Jackson was the first President to remake the government on such a large scale.
“He wanted a political culture where the people chose the President and the
President chose the government.” Naturally, those in offices that lost them to
Jackson’s men saw this as a diabolical misuse of power. (I never liked the President
of the college who failed to rehire me.) But Jackson’s argument was that the
government was not the personal business of the people who presently collected
pay checks from it. It was the sole possession of the people who it was to be run
for. And if his opponents wanted “their
men” in power, they would just have to vote them back in.
Internal
Improvements: One
of the most important bills to come to the desk of Andrew Jackson was the bill
approving the funding of internal improvements like the Maysville Road. American
business interests wanted the Federal government to pick up the tab for the
building of ports, roads, and canals. Naturally this expenditure would be borne
by the majority and would primarily benefit the few (the people who would make
money from those improvements.) Jackson vetoed the bill, insisting that the
resources of the Federal government were not, in his administration, to be put
at the disposal of a select few people or States for their own personal
benefit.
Jackson
was willing to “approve interstate projects” but asserted the right to veto
anything that “does not cross state lines.” Jackson insisted that the people
would prefer to pay off the National debt before using the nation’s money for
the aggrandizement of a few speculators and factory owners. “By crushing Maysville
he was distinguishing between national and local projects,” Meacham argues. He and
not anyone else would decide what improvements would pass and thus Jackson would
be free to decide on individual bills as he chose. Clearly, this would give him
leverage in any political battle he might have over any future legislation. His
assertions to power over such Federal expenditures significantly increased the
powers of his office.
Cherokee
Removal:
Early on in America’s history, the Federal government (under George Washington)

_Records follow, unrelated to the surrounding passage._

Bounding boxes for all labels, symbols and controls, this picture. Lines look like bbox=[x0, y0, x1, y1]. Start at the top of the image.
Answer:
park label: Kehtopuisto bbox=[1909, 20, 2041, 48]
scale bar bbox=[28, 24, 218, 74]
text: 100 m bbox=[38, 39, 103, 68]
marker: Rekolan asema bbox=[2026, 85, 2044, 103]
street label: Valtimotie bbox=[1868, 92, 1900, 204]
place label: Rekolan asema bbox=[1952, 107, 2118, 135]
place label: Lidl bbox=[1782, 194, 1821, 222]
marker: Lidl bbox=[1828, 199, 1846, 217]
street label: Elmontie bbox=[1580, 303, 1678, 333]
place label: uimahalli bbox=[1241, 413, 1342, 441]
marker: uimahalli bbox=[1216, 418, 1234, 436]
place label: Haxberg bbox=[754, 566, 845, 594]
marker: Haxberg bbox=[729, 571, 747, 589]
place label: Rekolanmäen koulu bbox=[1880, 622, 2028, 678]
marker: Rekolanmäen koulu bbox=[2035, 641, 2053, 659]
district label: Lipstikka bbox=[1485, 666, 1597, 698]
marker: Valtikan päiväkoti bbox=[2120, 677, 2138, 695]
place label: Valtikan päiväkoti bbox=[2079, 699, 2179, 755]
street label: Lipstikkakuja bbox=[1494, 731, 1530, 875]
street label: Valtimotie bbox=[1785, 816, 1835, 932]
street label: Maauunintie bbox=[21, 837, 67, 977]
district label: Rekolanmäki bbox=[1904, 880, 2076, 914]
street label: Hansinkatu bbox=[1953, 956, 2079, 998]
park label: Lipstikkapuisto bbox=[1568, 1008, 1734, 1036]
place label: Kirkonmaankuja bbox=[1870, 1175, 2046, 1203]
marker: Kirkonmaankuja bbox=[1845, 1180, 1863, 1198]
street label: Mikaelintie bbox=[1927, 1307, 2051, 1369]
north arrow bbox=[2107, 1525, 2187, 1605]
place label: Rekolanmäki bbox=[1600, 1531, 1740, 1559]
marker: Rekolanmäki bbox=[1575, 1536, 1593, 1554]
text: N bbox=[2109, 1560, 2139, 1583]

had concluded treaties with the Cherokee Indians, guaranteeing them boundaries
and national sovereignty. Unfortunately for the Cherokee, those boundaries fell
within the state of Georgia who did not agree that such a promise should be
paramount to their own vision for the land. Georgia insisted that the Cherokee
accept a Federal “offer” to relocate west of the Mississippi or, failing to do
so, accept eviction by the State’s militia. A good portion of American society
saw nothing but evil in a policy that would place a State’s interest above
principle and fidelity to national treaties (the Supreme Court spoke for them
quite eloquently).
New Jersey Senator Frelinghuysen put the
issue most succinctly in his argument against the Cherokee removal. “The truth is, we have long been gradually, and almost
unconsciously, declining into these devious ways,” he said of American encroachments
upon lands protected by Federal treaties, “and we shall inflict lasting injury
upon our good name, unless we speedily abandon them.”
"And here,
Mr. President, I insist that, by immemorial possession, as the original tenants
of the soil, they hold a title beyond and superior to the British crown and her
colonies, and to all adverse pretensions of our confederation and subsequent
Union:- God, in his Providence, planted these tribes on this Western continent,
so far as we know, before Great Britain herself had a political existence. I
believe, Sir, it is not now seriously denied that the Indians are men, endowed
with kindred faculties and powers with ourselves; that they have a place in
human sympathy, and are justly entitled to a share in the common bounties of a
benignant Providence. And, with this conceded, I ask in what code of the law of
nations, or by what process of abstract deduction, their rights have been
extinguished?
Where is the decree or ordinance that has stripped these
early and first lords of the soil? Sir, no record of such measure can be found.”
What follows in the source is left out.